Inventing an arts, design or cultural district is a rare opportunity and usually carries with it the weight of historical importance . Think about it: Defining a district can clearly re-shape a graying downtown into a significant destination place, a project surely destined to offer lasting change. In truth, few nonprofits and only a few government agencies or departments have the extra staff needed to help with the planning, organizing, developing and auditing tasks plus the expertise to perform the myriad details involved in managing an arts, design or cultural district.

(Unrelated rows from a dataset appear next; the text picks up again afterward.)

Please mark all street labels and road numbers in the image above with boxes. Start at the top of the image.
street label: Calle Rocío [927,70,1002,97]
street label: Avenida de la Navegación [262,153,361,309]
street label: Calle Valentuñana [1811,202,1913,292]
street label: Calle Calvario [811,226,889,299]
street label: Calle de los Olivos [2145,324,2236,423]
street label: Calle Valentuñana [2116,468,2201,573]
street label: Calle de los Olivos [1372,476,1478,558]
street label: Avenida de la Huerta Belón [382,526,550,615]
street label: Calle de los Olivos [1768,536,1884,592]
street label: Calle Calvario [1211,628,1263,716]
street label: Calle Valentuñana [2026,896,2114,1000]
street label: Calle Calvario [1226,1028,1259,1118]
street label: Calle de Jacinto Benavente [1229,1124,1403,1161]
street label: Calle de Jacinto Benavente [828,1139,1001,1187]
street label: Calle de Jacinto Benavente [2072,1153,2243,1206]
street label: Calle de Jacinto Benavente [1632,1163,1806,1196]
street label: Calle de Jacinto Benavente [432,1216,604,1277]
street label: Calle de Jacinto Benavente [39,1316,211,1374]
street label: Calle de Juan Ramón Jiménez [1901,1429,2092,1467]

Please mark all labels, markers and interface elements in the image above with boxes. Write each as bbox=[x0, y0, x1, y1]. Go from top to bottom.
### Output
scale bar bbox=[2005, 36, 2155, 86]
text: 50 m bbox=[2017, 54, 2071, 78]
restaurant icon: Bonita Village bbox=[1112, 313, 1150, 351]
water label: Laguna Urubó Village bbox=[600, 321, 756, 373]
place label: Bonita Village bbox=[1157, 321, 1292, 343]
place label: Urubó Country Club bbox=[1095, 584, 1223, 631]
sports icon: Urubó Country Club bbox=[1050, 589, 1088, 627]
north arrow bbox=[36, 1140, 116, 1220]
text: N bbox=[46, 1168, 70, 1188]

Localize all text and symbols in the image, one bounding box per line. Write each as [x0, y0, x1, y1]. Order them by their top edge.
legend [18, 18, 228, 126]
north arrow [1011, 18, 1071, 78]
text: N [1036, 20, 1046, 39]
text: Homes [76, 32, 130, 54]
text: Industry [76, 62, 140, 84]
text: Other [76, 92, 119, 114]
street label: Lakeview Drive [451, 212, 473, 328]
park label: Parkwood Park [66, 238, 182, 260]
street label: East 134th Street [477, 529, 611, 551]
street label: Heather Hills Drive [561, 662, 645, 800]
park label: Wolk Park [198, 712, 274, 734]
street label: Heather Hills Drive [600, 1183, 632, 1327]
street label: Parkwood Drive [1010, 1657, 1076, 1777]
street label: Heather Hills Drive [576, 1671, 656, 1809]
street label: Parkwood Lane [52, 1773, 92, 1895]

Arts Districts International, an advisory service of the 7 Arts Foundation, can help dedicated planning and development teams create a destination district or a multi-acre arts or cultural corridor that will run smoothly, efficiently and acclaimably. Arts Districts International can help you establish or re-invent a neighborhood or community group to develop an exciting revitalization program with a realistic budget. All advisory services are designed to help ensure that studies, reports and services are provided as you planned. Why burden your staff with extra work and run the risk of problems already anticipated and readily overcome by an advisory staff with over 48 combined years of experience?

Expert advisory work with an ironclad Unconditional Guarantee for Members can help assure the success of all phases where deploying your staff without a safety net could prove a risk --   Arts Districts International advisory services include a full-service or an a la carte program to help you when and where your group needs help most: Planning, Developing, Managing, Governing, Auditing and a host of detailed steps along the way to help your new or re-newed arts, design or cultural district succeed. Contact the Arts Districts International Desk,, or via fax: 309.343.7574. All proceeds, discounted for Members, support the work of the operating foundation's instruction and training division.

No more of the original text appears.